- [TASK] Where in the records does the word "sizing" appear? Copy each line that holds it.

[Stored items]

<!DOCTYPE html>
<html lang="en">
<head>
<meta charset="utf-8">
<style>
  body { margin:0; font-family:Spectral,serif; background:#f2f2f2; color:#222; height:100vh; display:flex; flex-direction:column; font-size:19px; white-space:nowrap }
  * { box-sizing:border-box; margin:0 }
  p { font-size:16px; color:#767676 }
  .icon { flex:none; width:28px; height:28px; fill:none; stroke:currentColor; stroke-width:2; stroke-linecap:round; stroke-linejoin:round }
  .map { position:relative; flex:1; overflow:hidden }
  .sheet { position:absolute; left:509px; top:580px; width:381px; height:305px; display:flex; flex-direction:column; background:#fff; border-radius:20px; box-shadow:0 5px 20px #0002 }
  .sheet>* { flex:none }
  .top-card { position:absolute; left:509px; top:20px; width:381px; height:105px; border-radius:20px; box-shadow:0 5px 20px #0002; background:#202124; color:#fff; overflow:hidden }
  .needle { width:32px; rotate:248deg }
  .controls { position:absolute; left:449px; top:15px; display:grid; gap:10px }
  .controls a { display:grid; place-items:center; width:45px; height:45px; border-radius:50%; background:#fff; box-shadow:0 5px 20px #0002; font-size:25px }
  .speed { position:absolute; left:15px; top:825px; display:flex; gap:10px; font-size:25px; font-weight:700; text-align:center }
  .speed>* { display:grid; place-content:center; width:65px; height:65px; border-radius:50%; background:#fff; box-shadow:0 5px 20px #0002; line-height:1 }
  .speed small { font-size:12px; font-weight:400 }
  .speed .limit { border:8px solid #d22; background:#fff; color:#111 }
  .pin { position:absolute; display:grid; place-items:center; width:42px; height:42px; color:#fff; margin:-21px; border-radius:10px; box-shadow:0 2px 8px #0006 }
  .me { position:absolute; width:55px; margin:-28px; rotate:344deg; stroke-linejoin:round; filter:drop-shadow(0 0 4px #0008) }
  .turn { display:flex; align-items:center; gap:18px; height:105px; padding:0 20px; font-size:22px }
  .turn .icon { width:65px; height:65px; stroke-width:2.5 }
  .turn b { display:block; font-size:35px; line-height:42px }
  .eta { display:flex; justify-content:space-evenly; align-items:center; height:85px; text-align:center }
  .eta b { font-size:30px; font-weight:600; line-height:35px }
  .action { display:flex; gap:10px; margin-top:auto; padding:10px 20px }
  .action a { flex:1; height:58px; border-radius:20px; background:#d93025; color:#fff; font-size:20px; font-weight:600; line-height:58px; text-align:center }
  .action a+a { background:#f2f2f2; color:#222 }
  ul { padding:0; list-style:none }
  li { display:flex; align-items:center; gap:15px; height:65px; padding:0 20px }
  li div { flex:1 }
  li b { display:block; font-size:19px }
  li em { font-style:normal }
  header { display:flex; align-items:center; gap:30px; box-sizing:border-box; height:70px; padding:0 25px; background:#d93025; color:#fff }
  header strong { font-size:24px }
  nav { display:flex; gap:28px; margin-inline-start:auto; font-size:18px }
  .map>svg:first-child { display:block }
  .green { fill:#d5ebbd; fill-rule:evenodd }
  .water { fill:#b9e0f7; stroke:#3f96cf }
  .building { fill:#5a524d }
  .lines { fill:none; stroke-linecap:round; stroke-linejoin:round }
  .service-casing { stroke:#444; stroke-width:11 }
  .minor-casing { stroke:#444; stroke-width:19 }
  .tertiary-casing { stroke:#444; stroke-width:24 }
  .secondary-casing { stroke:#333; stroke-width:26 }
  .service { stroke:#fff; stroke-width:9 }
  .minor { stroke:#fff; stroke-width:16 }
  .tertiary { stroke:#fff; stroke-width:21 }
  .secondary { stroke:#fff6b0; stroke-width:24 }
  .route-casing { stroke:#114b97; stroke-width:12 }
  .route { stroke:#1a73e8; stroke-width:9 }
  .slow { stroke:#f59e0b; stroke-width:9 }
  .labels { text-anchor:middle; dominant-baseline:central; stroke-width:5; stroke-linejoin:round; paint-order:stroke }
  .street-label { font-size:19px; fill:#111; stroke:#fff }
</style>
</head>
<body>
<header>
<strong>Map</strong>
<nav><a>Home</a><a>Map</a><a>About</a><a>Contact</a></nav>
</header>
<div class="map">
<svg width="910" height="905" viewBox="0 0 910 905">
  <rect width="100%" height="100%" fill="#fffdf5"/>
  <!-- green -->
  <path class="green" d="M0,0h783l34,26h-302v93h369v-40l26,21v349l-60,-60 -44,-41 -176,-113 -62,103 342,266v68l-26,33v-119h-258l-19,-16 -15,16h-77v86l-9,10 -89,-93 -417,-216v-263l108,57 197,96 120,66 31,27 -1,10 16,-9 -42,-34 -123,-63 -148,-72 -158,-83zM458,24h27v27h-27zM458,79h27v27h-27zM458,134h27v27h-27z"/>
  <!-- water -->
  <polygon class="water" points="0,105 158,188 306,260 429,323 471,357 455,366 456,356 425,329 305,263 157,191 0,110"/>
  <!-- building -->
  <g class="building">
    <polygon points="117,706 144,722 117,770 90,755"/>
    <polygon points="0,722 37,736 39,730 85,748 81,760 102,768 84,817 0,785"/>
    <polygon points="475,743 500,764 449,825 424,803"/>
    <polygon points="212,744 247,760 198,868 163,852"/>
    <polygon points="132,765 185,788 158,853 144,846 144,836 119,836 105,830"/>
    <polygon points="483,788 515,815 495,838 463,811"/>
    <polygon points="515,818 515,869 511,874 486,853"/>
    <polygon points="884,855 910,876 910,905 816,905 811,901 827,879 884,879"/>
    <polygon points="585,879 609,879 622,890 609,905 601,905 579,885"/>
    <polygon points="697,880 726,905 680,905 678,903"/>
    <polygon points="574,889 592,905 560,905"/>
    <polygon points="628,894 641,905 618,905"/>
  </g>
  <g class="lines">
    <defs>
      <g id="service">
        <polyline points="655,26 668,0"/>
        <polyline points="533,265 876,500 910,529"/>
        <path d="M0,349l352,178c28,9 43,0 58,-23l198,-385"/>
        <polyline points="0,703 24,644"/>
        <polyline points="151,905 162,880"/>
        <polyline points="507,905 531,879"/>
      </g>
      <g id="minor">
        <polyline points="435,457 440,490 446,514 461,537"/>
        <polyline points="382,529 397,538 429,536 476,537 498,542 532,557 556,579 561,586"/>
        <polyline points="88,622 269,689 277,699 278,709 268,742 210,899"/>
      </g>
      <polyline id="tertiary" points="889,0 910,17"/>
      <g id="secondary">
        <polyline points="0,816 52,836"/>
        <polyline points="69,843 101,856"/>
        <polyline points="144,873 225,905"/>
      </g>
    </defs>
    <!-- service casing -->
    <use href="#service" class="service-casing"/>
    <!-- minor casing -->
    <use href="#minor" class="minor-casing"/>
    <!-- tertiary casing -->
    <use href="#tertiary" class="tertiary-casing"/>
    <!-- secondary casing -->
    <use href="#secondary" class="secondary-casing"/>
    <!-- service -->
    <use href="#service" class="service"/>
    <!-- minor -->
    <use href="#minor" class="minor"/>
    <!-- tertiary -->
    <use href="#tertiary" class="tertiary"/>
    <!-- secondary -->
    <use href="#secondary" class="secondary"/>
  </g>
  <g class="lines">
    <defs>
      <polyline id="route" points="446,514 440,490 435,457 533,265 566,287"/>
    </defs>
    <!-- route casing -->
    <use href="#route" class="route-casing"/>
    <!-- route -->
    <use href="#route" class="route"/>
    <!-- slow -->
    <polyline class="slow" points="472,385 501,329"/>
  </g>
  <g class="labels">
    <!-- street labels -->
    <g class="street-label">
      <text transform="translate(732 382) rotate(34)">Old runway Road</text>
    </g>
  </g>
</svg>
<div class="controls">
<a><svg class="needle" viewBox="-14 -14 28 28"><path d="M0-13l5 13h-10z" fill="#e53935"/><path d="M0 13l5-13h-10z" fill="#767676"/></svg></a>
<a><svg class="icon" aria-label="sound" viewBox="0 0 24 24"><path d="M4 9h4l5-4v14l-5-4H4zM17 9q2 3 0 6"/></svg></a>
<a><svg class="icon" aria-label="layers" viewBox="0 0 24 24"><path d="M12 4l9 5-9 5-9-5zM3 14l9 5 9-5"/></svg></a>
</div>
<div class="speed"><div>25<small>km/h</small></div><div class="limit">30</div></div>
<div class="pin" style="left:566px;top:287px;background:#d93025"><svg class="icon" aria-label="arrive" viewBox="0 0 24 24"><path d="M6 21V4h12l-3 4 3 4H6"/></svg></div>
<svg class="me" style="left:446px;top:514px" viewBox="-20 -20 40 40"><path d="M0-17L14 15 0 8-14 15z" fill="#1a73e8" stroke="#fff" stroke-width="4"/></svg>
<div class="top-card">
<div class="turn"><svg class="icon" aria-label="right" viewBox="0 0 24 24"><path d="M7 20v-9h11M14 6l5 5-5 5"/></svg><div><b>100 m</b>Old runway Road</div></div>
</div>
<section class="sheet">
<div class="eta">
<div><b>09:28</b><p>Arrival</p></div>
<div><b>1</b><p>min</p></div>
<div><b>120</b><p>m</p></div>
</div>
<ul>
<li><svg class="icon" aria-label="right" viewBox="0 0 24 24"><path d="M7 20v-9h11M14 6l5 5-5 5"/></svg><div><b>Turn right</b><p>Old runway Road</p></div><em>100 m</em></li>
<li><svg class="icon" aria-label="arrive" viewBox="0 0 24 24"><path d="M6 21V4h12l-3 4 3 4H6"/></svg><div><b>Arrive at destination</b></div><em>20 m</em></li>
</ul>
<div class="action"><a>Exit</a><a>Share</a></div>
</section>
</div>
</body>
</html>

- [YOUR RESPONSE]
  * { box-sizing:border-box; margin:0 }
  header { display:flex; align-items:center; gap:30px; box-sizing:border-box; height:70px; padding:0 25px; background:#d93025; color:#fff }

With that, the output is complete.